Cronisti in erba: dai quartieri difficili di Palermo e Napoli al Giffoni

SALERNO. Otto giovani palermitani del Centro Tau di Palermo e sei giovani del Centro “La casa dei Cristallini” del Rione Sanità di Napoli partecipano come giovani reporter alla 42esima  edizione del Giffoni Film Festival. Grazie a una piattaforma web, “Iammonline.it”,  i ragazzi, provenienti da contesti ambientali “difficili” delle due città del sud Italia, potranno confrontarsi, supervisionati da operatori e professionisti del settore,  con la vita da giornalisti, seguendo con l’occhio del cronista la manifestazione cinematografica. Gli elaborati (video, fotoreportage, articoli giornalistici) saranno pubblicati sul sito internet iammonline.it.  L’esperienza media-educativa, attiva durante tutto l’anno, vive l’apice con la “spedizione” di alcuni ragazzi del “Centro Tau”, centro aggregativo del quartiere Zisa di Palermo, e dei loro coetanei della “Casa dei Cristallini” del rione Sanità di Napoli, alla manifestazione cinematografica del Giffoni Film Festival. Mossi da uno spirito di crescita, integrazione, promozione di conoscenza, i giovani reporter si inseriscono in un panorama internazionale che li vede protagonisti nel contesto giornalistico dell’evento. «Il Giffoni film festival -spiega Francesco Di Giovanni, Coordinatore del Centro Tau di Palermo e del Progetto “Restare in gioco”- non rappresenta soltanto un’esperienza limitata all’evento, ma si inserisce in un percorso educativo che, attraversando i nuovi settori della mediaeducation e dell’interculturalità, promuove processi di fascinazione culturali che, nel lungo periodo, possono agire come volano per lo sviluppo della comunità, aprendo nuovi orizzonti culturali. Nell’intreccio tra cinema e adolescenza riteniamo che i nostri giovani possano trovare nuovi stimoli di crescita e di riflessione personale da capitalizzare nel lavoro educativo e culturale che l’associazione promuove sul territorio».

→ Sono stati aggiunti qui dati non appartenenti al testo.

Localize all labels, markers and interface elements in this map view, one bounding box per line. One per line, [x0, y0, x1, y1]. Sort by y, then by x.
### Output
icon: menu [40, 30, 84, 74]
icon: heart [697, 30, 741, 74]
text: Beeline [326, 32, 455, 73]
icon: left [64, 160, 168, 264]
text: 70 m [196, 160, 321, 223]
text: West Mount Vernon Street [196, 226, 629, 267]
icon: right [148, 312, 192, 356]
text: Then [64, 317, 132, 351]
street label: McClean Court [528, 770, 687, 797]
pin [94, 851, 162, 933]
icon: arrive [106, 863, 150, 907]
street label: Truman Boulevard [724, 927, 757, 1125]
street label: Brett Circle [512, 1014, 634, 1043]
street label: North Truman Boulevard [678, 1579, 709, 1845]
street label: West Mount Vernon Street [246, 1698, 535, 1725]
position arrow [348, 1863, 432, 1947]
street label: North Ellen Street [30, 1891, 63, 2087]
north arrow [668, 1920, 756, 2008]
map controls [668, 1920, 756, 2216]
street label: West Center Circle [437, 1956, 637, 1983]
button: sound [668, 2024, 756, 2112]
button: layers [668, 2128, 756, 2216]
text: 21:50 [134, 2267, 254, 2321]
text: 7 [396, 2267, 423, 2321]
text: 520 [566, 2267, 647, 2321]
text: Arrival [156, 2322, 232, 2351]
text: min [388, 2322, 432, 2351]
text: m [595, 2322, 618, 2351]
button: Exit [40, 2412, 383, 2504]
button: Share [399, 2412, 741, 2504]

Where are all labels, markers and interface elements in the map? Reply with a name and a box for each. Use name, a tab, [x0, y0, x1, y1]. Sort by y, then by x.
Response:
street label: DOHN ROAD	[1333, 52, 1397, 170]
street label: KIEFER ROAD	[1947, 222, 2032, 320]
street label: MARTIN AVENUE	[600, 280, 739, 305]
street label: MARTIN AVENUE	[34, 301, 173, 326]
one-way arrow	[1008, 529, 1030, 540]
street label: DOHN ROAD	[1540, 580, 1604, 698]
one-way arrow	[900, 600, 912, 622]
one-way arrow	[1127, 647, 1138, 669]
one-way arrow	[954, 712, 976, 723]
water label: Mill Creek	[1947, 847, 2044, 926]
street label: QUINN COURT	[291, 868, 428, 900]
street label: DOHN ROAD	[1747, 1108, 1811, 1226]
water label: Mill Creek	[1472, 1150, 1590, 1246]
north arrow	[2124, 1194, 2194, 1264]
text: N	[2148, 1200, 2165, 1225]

IL PROGETTO. La partnership progettuale è stata sviluppata integrando le reti territoriali di due “aree periferiche” delle città di Napoli (Rione Sanità) e di Palermo (Quartiere Zisa), da anni impegnate a sviluppare processi di sviluppo locale attraverso la promozione di interventi che coinvolgono bambini, adolescenti, giovani, famiglie, istituzioni, operatori pubblici e privati dei servizi sociali, educativi, sanitari, dell’istruzione, della formazione professionale, della cultura e dell’impresa. “Restare in gioco”, questo il nome del progetto madre, è un intervento innovativo e sperimentale finalizzato a sviluppare ed implementare sui territori iniziative di prevenzione del disagio e della devianza minorile attraverso l’attivazione di interventi promozionali e si sostegno degli adolescenti e dei giovani coinvolti e la creazione di questo “ponte” tra i due territori, finalizzato a scambiare esperienze, progetti, saperi, ma anche sogni e speranze da convertire in progetti ed azioni. Un ponte collega il quartiere Zisa di Palermo con il rione sanità di Napoli: il Progetto “Restare in gioco”, finanziato da Fondazione per il Sud con il bando “Educazione dei giovani 2010”. un ponte per consentire ai giovani delle due comunità territoriali di giocarsi il proprio capitale sociale ed attivare percorsi utili a “rimanere in gioco”, “per crescere al Sud”, nella partita più importante della loro vita: il loro futuro.